» Task description
Locate every line in the material below that has the word "north". Copy each of those lines.
[Dataset extract]
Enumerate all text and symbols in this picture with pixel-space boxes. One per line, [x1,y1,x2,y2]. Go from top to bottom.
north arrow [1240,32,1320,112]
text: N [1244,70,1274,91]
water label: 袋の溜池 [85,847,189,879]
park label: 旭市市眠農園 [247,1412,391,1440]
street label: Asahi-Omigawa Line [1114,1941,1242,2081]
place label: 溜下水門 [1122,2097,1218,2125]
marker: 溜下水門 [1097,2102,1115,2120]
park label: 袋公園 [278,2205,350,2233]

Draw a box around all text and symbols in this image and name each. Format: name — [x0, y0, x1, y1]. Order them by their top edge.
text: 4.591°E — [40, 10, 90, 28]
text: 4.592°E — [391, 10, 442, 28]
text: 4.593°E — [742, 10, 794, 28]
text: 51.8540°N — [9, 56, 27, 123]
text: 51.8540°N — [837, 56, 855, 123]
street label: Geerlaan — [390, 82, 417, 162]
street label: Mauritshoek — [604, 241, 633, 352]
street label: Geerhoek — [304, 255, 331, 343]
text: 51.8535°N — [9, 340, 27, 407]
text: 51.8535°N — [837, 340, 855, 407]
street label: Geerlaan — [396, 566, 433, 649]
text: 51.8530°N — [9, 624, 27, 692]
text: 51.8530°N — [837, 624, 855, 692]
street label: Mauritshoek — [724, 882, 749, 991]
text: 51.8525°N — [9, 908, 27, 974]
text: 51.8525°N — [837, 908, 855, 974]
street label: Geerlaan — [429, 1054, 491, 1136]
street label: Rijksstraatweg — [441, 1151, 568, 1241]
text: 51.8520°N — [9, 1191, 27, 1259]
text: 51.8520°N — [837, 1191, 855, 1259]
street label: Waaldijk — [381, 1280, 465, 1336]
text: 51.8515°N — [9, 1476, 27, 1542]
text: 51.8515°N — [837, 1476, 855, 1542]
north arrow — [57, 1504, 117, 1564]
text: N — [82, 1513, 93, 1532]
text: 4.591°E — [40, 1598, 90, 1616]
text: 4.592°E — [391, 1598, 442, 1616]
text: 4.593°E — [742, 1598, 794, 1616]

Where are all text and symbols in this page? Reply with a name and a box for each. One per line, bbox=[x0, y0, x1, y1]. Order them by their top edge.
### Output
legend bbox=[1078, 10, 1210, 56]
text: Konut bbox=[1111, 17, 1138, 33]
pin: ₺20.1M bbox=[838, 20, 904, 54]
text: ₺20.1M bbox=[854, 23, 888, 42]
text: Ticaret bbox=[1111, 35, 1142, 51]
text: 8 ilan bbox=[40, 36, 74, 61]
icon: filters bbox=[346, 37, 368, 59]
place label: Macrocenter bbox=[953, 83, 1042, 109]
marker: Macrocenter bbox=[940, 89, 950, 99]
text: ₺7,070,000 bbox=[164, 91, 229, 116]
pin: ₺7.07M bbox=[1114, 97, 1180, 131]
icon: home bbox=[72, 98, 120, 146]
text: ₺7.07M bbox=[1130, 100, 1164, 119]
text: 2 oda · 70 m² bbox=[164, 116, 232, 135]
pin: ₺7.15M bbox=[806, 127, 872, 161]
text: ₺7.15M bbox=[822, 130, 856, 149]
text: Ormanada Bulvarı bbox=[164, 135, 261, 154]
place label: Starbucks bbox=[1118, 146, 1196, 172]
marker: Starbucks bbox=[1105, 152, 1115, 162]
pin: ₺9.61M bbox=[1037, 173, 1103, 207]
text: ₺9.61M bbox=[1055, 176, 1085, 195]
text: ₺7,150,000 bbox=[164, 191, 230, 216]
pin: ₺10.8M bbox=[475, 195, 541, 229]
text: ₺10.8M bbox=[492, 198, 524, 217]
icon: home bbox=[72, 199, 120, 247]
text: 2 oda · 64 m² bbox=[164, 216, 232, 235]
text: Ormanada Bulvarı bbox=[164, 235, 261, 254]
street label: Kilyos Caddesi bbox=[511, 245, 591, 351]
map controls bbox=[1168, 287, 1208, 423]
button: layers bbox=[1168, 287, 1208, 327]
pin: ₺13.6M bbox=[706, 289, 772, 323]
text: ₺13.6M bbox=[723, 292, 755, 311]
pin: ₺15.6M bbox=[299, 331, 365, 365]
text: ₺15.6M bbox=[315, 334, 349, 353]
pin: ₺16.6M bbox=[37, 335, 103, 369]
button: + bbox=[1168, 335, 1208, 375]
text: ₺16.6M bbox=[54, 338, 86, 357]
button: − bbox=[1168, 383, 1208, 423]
[/Dataset extract]
» Result for this exercise
north arrow [1240,32,1320,112]
north arrow — [57, 1504, 117, 1564]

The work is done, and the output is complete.